_DATA FOR THIS TASK_:
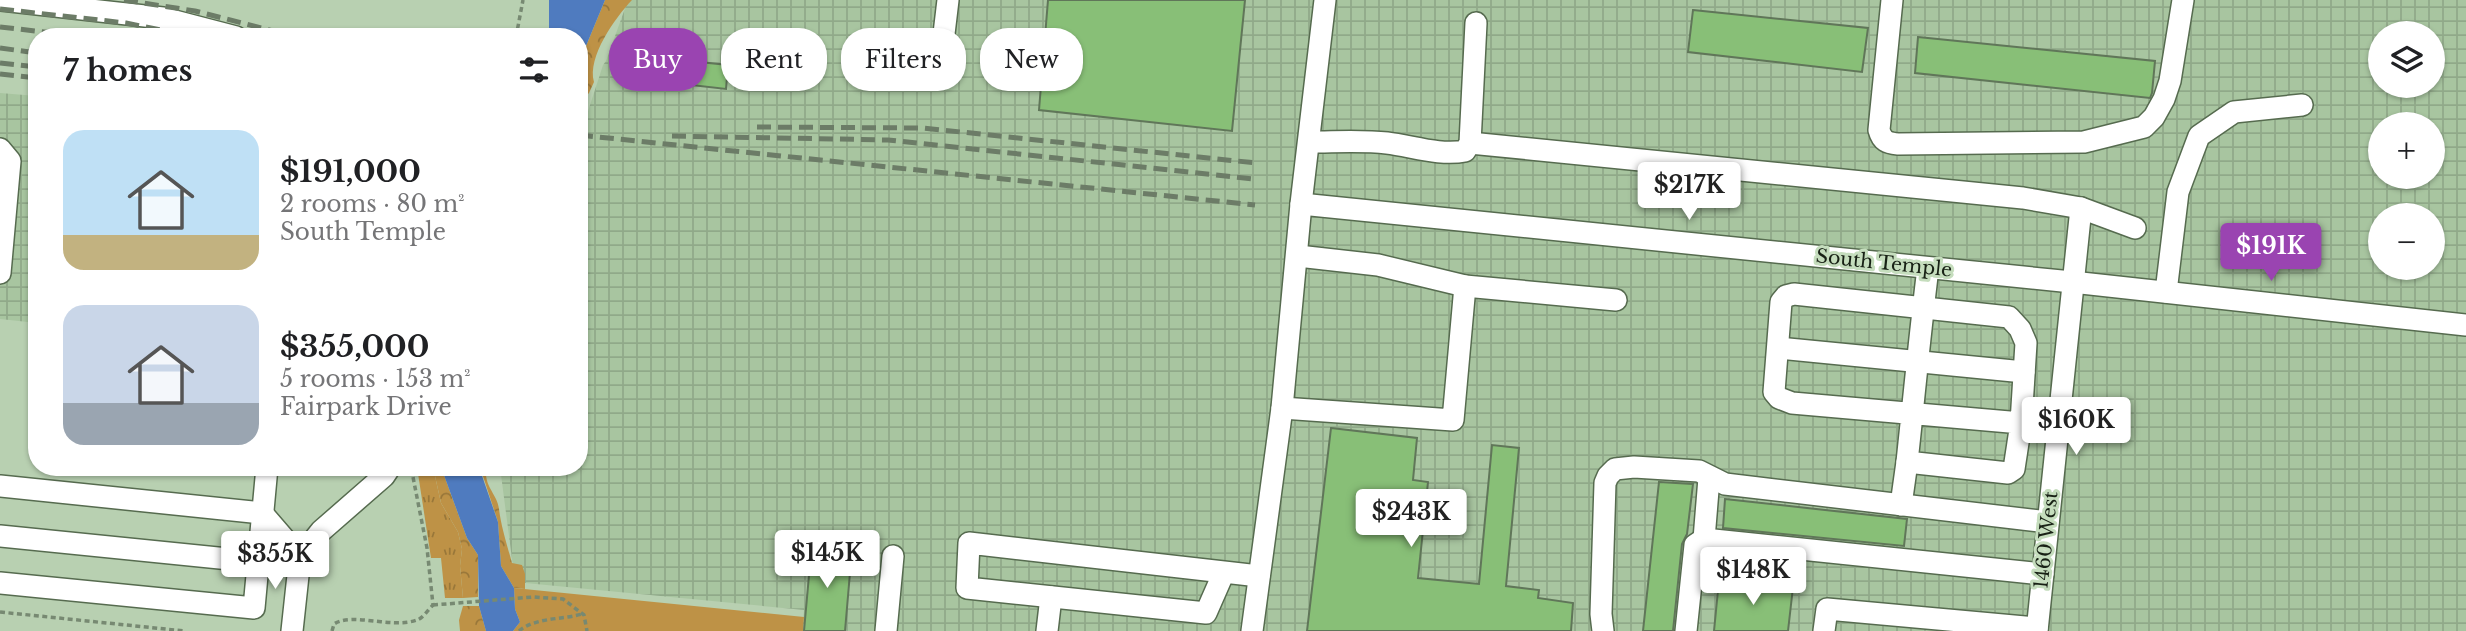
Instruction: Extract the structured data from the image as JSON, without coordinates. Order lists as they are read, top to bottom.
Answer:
{
  "streets": {
    "street": ["South Temple", "1460 West"]
  },
  "crossings": [
    ["South Temple", "1460 West"]
  ],
  "page": {
    "map_buttons": ["+", "−"],
    "chip": [
      "Buy",
      "Rent",
      "Filters",
      "New"
    ],
    "heading": "7 homes",
    "list": [
      {
        "name": "$191,000",
        "note": "2 rooms · 80 m² · South Temple"
      },
      {
        "name": "$355,000",
        "note": "5 rooms · 153 m² · Fairpark Drive"
      }
    ],
    "price": [
      "$217K",
      "$191K",
      "$160K",
      "$243K",
      "$145K",
      "$355K",
      "$148K"
    ]
  }
}
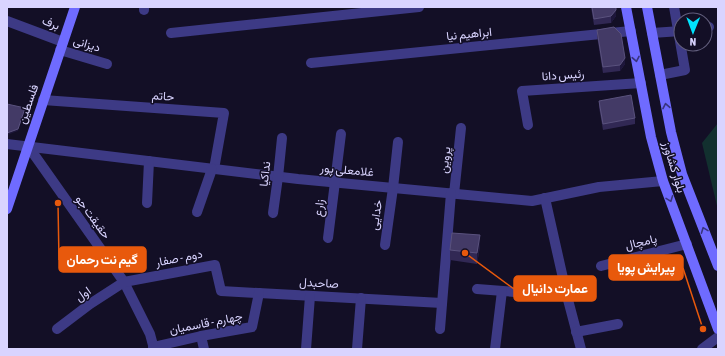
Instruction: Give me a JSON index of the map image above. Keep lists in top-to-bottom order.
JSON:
{
  "streets": {
    "main road": ["فلسطین", "بلوار کشاورز"],
    "street": [
      "برف",
      "ابراهیم نیا",
      "دیزانی",
      "رئیس دانا",
      "حاتم",
      "پروین",
      "غلامعلی پور",
      "نداکیا",
      "زارع",
      "خدایی",
      "حقیقت جو",
      "پامچال",
      "دوم - صفار",
      "صاحبدل",
      "اول",
      "چهارم - قاسمیان"
    ]
  },
  "crossings": [
    ["برف", "دیزانی"],
    ["برف", "فلسطین"],
    ["ابراهیم نیا", "بلوار کشاورز"],
    ["دیزانی", "فلسطین"],
    ["رئیس دانا", "بلوار کشاورز"],
    ["حاتم", "فلسطین"],
    ["حاتم", "غلامعلی پور"],
    ["فلسطین", "غلامعلی پور"],
    ["فلسطین", "حقیقت جو"],
    ["پروین", "غلامعلی پور"],
    ["بلوار کشاورز", "غلامعلی پور"],
    ["بلوار کشاورز", "پامچال"],
    ["غلامعلی پور", "نداکیا"],
    ["غلامعلی پور", "زارع"],
    ["غلامعلی پور", "خدایی"],
    ["غلامعلی پور", "حقیقت جو"],
    ["حقیقت جو", "دوم - صفار"],
    ["حقیقت جو", "اول"],
    ["حقیقت جو", "چهارم - قاسمیان"],
    ["دوم - صفار", "صاحبدل"],
    ["دوم - صفار", "اول"],
    ["صاحبدل", "چهارم - قاسمیان"]
  ],
  "places": ["گیم نت رحمان", "عمارت دانیال", "پیرایش پویا"],
  "north": "bottom"
}
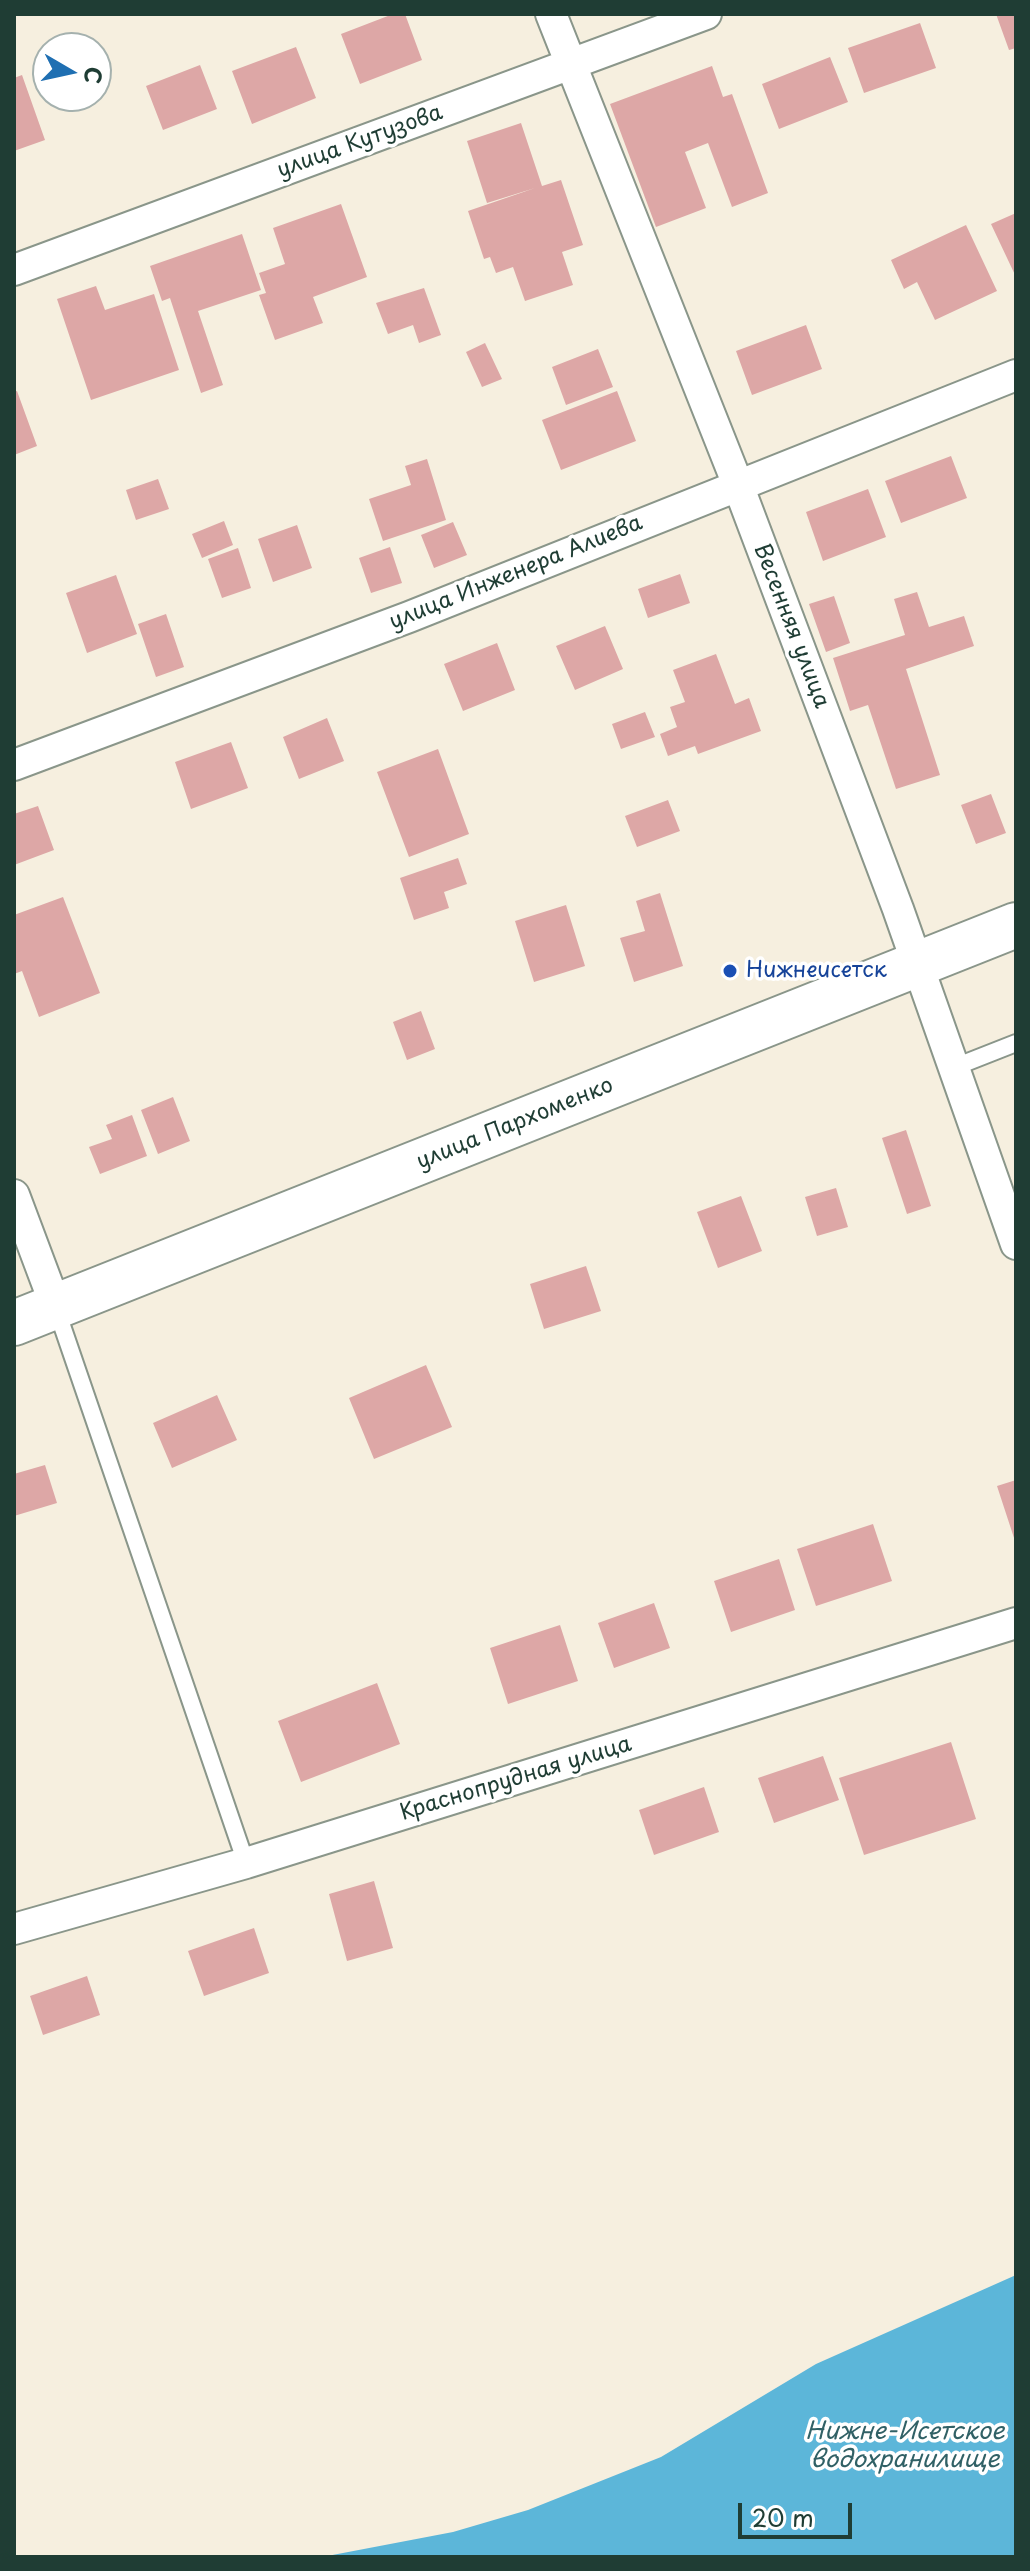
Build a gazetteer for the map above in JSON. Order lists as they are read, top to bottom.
{
  "streets": {
    "main road": ["улица Пархоменко"],
    "street": [
      "улица Кутузова",
      "улица Инженера Алиева",
      "Весенняя улица",
      "Краснопрудная улица"
    ]
  },
  "crossings": [
    ["улица Кутузова", "Весенняя улица"],
    ["улица Инженера Алиева", "Весенняя улица"],
    ["Весенняя улица", "улица Пархоменко"]
  ],
  "water": ["Нижне-Исетское водохранилище"],
  "places": ["Нижнеисетск"],
  "scale_bar": "20 m",
  "north": "right"
}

_EXERCISE PROMPT_: The material above should be returned exactly, without pictures.

_RESULT FOR THIS TASK_:
Instruction: Extract the structured data from the image as JSON, without coordinates. Order lists as they are read, top to bottom.
Answer:
{
  "streets": {
    "street": ["South Temple", "1460 West"]
  },
  "crossings": [
    ["South Temple", "1460 West"]
  ],
  "page": {
    "map_buttons": ["+", "−"],
    "chip": [
      "Buy",
      "Rent",
      "Filters",
      "New"
    ],
    "heading": "7 homes",
    "list": [
      {
        "name": "$191,000",
        "note": "2 rooms · 80 m² · South Temple"
      },
      {
        "name": "$355,000",
        "note": "5 rooms · 153 m² · Fairpark Drive"
      }
    ],
    "price": [
      "$217K",
      "$191K",
      "$160K",
      "$243K",
      "$145K",
      "$355K",
      "$148K"
    ]
  }
}
Instruction: Give me a JSON index of the map image above. Keep lists in top-to-bottom order.
JSON:
{
  "streets": {
    "main road": ["فلسطین", "بلوار کشاورز"],
    "street": [
      "برف",
      "ابراهیم نیا",
      "دیزانی",
      "رئیس دانا",
      "حاتم",
      "پروین",
      "غلامعلی پور",
      "نداکیا",
      "زارع",
      "خدایی",
      "حقیقت جو",
      "پامچال",
      "دوم - صفار",
      "صاحبدل",
      "اول",
      "چهارم - قاسمیان"
    ]
  },
  "crossings": [
    ["برف", "دیزانی"],
    ["برف", "فلسطین"],
    ["ابراهیم نیا", "بلوار کشاورز"],
    ["دیزانی", "فلسطین"],
    ["رئیس دانا", "بلوار کشاورز"],
    ["حاتم", "فلسطین"],
    ["حاتم", "غلامعلی پور"],
    ["فلسطین", "غلامعلی پور"],
    ["فلسطین", "حقیقت جو"],
    ["پروین", "غلامعلی پور"],
    ["بلوار کشاورز", "غلامعلی پور"],
    ["بلوار کشاورز", "پامچال"],
    ["غلامعلی پور", "نداکیا"],
    ["غلامعلی پور", "زارع"],
    ["غلامعلی پور", "خدایی"],
    ["غلامعلی پور", "حقیقت جو"],
    ["حقیقت جو", "دوم - صفار"],
    ["حقیقت جو", "اول"],
    ["حقیقت جو", "چهارم - قاسمیان"],
    ["دوم - صفار", "صاحبدل"],
    ["دوم - صفار", "اول"],
    ["صاحبدل", "چهارم - قاسمیان"]
  ],
  "places": ["گیم نت رحمان", "عمارت دانیال", "پیرایش پویا"],
  "north": "bottom"
}
Build a gazetteer for the map above in JSON. Order lists as they are read, top to bottom.
{
  "streets": {
    "main road": ["улица Пархоменко"],
    "street": [
      "улица Кутузова",
      "улица Инженера Алиева",
      "Весенняя улица",
      "Краснопрудная улица"
    ]
  },
  "crossings": [
    ["улица Кутузова", "Весенняя улица"],
    ["улица Инженера Алиева", "Весенняя улица"],
    ["Весенняя улица", "улица Пархоменко"]
  ],
  "water": ["Нижне-Исетское водохранилище"],
  "places": ["Нижнеисетск"],
  "scale_bar": "20 m",
  "north": "right"
}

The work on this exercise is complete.